Even if we were to assume an unlikely proposition that the opposition succeeds in toppling the government which they claim is not their aim the more pertinent question is whether it is capable of steering the country any better during these trying times. If the past is any guide it does not give hope even with the fact that in some areas previous governments fared incrementally better. Our historical experience reminds us that collapse of a government before completion of its term has led to conditions getting worse and non-democratic forces becoming more powerful. Moreover, with limited options the succeeding government will have to broadly adhere to the same IMF programme to steer the country through this mega crisis.

A pragmatic policy for the opposition would be to become more active and effective in the legislatures and their committees. Both the PML-N and the PPP have some very able and experienced leadership that can contribute and lead in policy recommendations and promoting legislation. They could keep the government in check and win the support and confidence of the people. This would be the most effective way of placing themselves as a better alternative in the next elections and in the eyes of the public. Taking the proposed route of forming alliance that is politically disruptive could seriously derail democracy. Our political history bears witness that movements have largely weakened rather than strengthened democracy. It is the political leaders’ responsibility to be mindful of the consequences that could occur by adopting populist politics. Infighting among political parties weakens not only the country but also diminish their chances of performing better during the next elections. Just as the economy is the life-blood of a country, politics is its soul and strength.

Our media needs to step up its role in focusing on the several challenges that the country faces and recommend solutions. Some channels are already doing it commendably but this has to be broad based.

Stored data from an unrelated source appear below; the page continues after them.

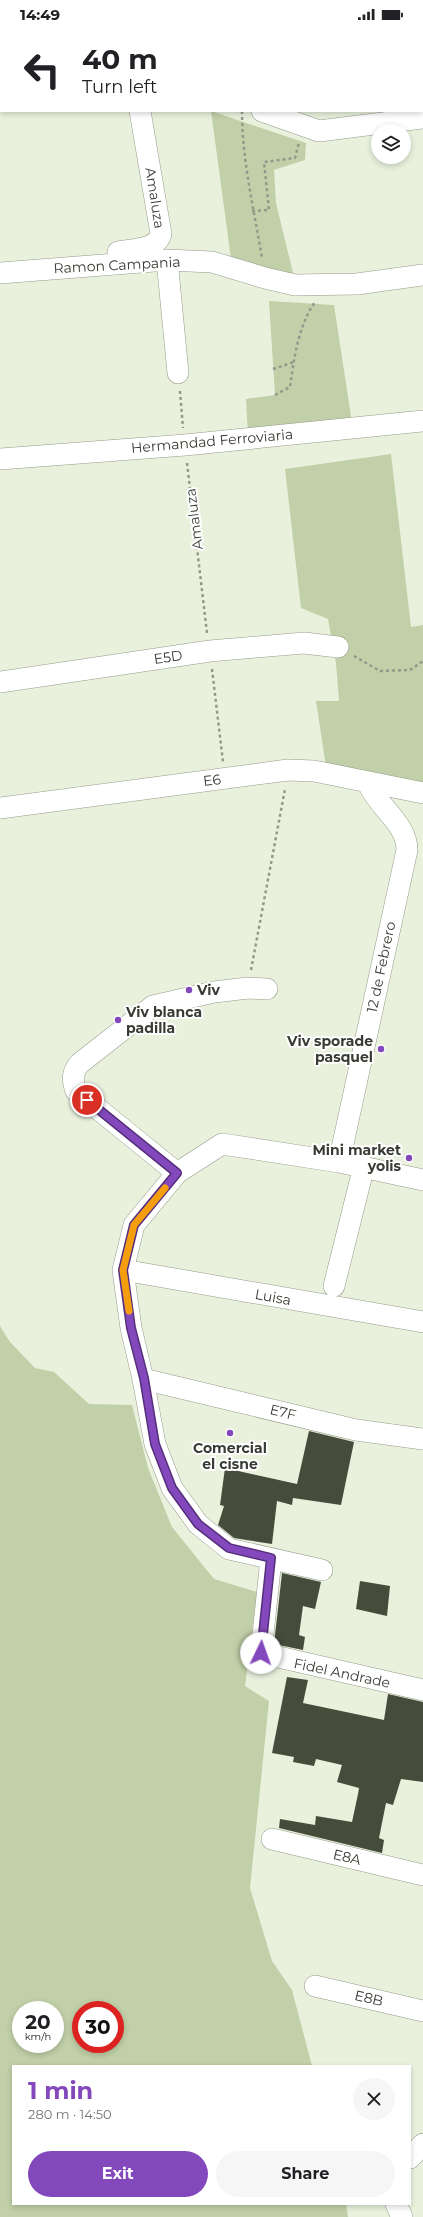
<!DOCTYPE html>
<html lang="en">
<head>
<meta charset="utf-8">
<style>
	:root { --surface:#fff; --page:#f6f6f6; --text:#202124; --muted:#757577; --accent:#8448bd }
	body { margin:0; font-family:Montserrat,sans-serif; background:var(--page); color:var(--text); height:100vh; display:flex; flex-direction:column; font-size:15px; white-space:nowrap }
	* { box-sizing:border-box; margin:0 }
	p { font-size:13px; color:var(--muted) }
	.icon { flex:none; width:22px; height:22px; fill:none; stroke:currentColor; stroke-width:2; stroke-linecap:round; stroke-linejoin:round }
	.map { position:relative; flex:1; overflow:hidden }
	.details { position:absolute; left:12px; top:2037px; width:399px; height:140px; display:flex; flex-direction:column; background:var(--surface); border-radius:0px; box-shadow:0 2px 6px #0003 }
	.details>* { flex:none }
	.banner { position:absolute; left:0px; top:0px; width:423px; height:84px; box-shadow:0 2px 6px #0003; background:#fff; color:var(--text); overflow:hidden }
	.buttons { position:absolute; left:371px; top:96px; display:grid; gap:8px }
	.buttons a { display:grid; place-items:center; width:40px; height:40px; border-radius:50%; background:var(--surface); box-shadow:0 2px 6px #0003; font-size:20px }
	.speed { position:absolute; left:12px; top:1973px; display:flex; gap:8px; font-size:20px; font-weight:700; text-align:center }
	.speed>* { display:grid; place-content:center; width:52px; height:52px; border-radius:50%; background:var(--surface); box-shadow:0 2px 6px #0003; line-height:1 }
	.speed small { font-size:10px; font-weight:400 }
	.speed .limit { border:6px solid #d22; background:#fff; color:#111 }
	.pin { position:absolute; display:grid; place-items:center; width:34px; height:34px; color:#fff; margin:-17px; border:2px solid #fff; border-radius:50%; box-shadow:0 1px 4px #0007 }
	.me { position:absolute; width:44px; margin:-22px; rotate:3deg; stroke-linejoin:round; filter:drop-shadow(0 0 3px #0008) }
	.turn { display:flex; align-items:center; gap:14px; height:84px; padding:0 16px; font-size:18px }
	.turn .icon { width:52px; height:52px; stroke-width:2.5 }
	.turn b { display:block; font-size:28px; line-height:34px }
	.round { display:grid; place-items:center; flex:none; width:42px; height:42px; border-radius:21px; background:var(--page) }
	.head { display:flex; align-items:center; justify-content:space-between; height:68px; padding:0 16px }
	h1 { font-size:24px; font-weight:700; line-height:30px; color:var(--accent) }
	.action { display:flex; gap:8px; margin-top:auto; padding:8px 16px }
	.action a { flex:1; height:46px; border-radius:24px; background:var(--accent); color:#fff; font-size:16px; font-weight:700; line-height:46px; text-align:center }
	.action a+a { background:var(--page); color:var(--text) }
	.status { display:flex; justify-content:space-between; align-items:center; height:28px; padding:0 20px; background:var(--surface); direction:ltr }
	.status svg { height:11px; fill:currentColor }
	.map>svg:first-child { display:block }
</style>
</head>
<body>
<div class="status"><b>14:49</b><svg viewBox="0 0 49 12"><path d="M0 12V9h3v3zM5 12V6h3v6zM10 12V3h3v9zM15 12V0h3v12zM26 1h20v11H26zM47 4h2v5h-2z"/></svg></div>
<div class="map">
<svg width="423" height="2189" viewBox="0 0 423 2189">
	<rect width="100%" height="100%" fill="#e9f1dd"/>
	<path fill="#c1d0a8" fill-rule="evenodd" d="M211 83 306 115 305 132 274 142 276 175 294 249 231 231Z
		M269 273 334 277 352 395 248 406 246 371 275 367Z
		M391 426 411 599 423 597V757L326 739 316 673H339L336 635 328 591 301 580 285 441Z
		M0 1298 10 1314 35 1340 54 1344 89 1376 132 1377 148 1440 172 1499 214 1551 257 1564 245 1658 269 1673 250 1860 272 1933 292 1962 312 2038H13V2176H346L348 2189H0ZM21 1982H55V2016H21ZM81 1982H115V2016H81Z"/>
	<path fill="#464c3b" d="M309 1403 354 1414 341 1477 293 1470 292 1477 277 1473 272 1516 234 1510 218 1497 224 1478 220 1477 225 1440 297 1456Z
		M282 1545 321 1554 315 1581 303 1578 299 1607 305 1609 303 1622 274 1616Z
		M360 1553 390 1558 387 1588 356 1581Z
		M287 1649 308 1652 303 1675 384 1692 388 1666 423 1674V1754L401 1751 393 1777 386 1775 379 1810 384 1812 382 1825 279 1800 280 1791 315 1797 316 1788 352 1794 358 1766 359 1760 337 1754 342 1737 316 1731 314 1738 293 1734 294 1729 272 1725Z"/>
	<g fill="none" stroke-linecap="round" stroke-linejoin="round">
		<g stroke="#949b89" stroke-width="22">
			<path id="minor" d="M82 0 83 1
				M306 0 307 1
				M0 65H1
				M262 83 319 103 423 90
				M118 224C132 221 157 222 161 206L140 83
				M167 232 178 345
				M0 245 167 232 212 234 265 250 295 257 357 256 423 247
				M0 431 185 417 423 393
				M0 654 210 623 304 615 338 619
				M0 780 288 742 314 743 423 765
				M339 1134 407 822C407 795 378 780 368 755
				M177 1145 76 1063C72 1052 72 1045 79 1036L153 978 214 964 248 960 267 961
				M123 1242 423 1294
				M334 1258 364 1138
				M143 1351 356 1402 423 1411
				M271 1531 261 1625 423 1662
				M322 1542 229 1521 198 1496 172 1460 155 1416 143 1351 131 1300 123 1242 134 1197 177 1145 222 1116 339 1134 423 1152
				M272 1811 423 1847
				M315 1958 423 1983
				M410 2130 423 2116
				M396 2176 402 2189"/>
		</g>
		<path stroke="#93998a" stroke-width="2.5" stroke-dasharray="3 3" stroke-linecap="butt" d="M246 1V0
			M242 83C242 133 254 181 262 230
			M252 183 269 182 264 134 295 130 299 114
			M273 341 294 334
			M180 363 183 400
			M275 367 290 359C294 331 298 298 315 274
			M187 435 207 605
			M354 628 380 643 410 642 423 633
			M212 641 223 734
			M251 942 285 761"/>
		<use href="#minor" stroke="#fff" stroke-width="21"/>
	</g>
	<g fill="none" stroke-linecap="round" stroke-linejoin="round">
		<g stroke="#562f7b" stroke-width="10">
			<path id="route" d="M87 1072 177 1145 134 1197 123 1242 131 1300 144 1350 155 1416 172 1460 198 1496 229 1520 271 1530 261 1625"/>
		</g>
		<use href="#route" stroke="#8448bd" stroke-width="7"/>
		<path stroke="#f59e0b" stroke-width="7" d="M129 1283 123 1242 134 1197 165 1160"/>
	</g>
	<g fill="#8448bd" stroke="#fff" stroke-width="1.5">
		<circle cx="189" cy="962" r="4"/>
		<circle cx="118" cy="992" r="4"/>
		<circle cx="381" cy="1021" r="4"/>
		<circle cx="409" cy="1130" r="4"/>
		<circle cx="230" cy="1405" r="4"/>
	</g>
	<g text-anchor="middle" stroke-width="4" stroke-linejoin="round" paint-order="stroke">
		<g font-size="14" fill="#383b33" stroke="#fff">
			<text transform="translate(155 170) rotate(81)" y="5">Amaluza</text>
			<text transform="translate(117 237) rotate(-3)" y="5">Ramon Campania</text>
			<text transform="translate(212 413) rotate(-5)" y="5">Hermandad Ferroviaria</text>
			<text transform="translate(194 491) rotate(-97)" y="5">Amaluza</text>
			<text transform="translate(168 629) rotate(-8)" y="5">E5D</text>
			<text transform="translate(212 752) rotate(-7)" y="5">E6</text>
			<text transform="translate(381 939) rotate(-78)" y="5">12 de Febrero</text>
			<text transform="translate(273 1269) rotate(10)" y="5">Luisa</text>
			<text transform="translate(283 1384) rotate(14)" y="5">E7F</text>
			<text transform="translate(342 1645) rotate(12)" y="5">Fidel Andrade</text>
			<text transform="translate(347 1829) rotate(13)" y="5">E8A</text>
			<text transform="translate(369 1970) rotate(13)" y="5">E8B</text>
		</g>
		<g font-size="14" font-weight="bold" fill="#383b33" stroke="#fff" text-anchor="start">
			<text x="197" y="967">Viv</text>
			<text x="126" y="989">Viv blanca<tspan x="126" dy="16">padilla</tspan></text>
			<text x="373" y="1018" text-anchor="end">Viv sporade<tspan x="373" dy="16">pasquel</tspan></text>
			<text x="401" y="1127" text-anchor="end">Mini market<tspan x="401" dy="16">yolis</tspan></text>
			<text x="230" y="1425" text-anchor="middle">Comercial<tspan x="230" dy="16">el cisne</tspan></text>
		</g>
	</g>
</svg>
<div class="buttons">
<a><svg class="icon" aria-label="layers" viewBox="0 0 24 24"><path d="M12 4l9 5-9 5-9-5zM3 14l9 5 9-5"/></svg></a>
</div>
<div class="speed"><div>20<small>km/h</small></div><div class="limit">30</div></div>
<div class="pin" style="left:87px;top:1072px;background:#d93025"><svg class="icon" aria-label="arrive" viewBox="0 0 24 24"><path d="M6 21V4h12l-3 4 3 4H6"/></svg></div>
<svg class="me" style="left:261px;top:1625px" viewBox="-20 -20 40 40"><circle r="19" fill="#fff"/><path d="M0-13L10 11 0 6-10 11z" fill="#8448bd"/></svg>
<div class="banner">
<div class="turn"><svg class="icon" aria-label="left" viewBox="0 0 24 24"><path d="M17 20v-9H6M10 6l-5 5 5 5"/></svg><div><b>40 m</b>Turn left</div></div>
</div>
<section class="details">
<div class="head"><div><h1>1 min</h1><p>280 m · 14:50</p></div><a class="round"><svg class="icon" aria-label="close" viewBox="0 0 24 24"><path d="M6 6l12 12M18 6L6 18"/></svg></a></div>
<div class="action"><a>Exit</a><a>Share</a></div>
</section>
</div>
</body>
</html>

It is extremely important that the media is allowed to retain its freedom of expression that it is supposed to enjoy as an important pillar of democracy. Any suppression of authentic news or progressive ideas will thwart our feeble democracy.

This government due to internal weaknesses, lack of governing experience and external pressures has been compelled to rely heavily on technocrats with politicians being sidetracked. This is not the first time that it has happened in Pakistan but it reflects some major structural weaknesses. First, that some of our politicians though can win elections but lack the ability to hold important portfolios. Second, international organisations—the IMF, the World Bank, and major countries especially the United States would be more comfortable dealing with international bureaucrats.

We need to seriously ponder that a nation of 220 million people and a nuclear power has to struggle to seek a paltry six billion dollar loan from the IMF. Our state of decline could be assessed from the fact that China’s reserves are over a trillion dollars and that of India’s in 2018 stood at over four hundred billion dollars. Bangladesh’s had been thirty-three billion dollars.

We need to realise that if the country gets embroiled in politics of agitation, sectors that need to be restructured and reformed on a priority basis especially education and health will be sidelined. Efforts to modernise and restructure the FBR and other state institutions would also suffer. External pressures will intensify.

Published in The Express Tribune, May 22nd, 2019.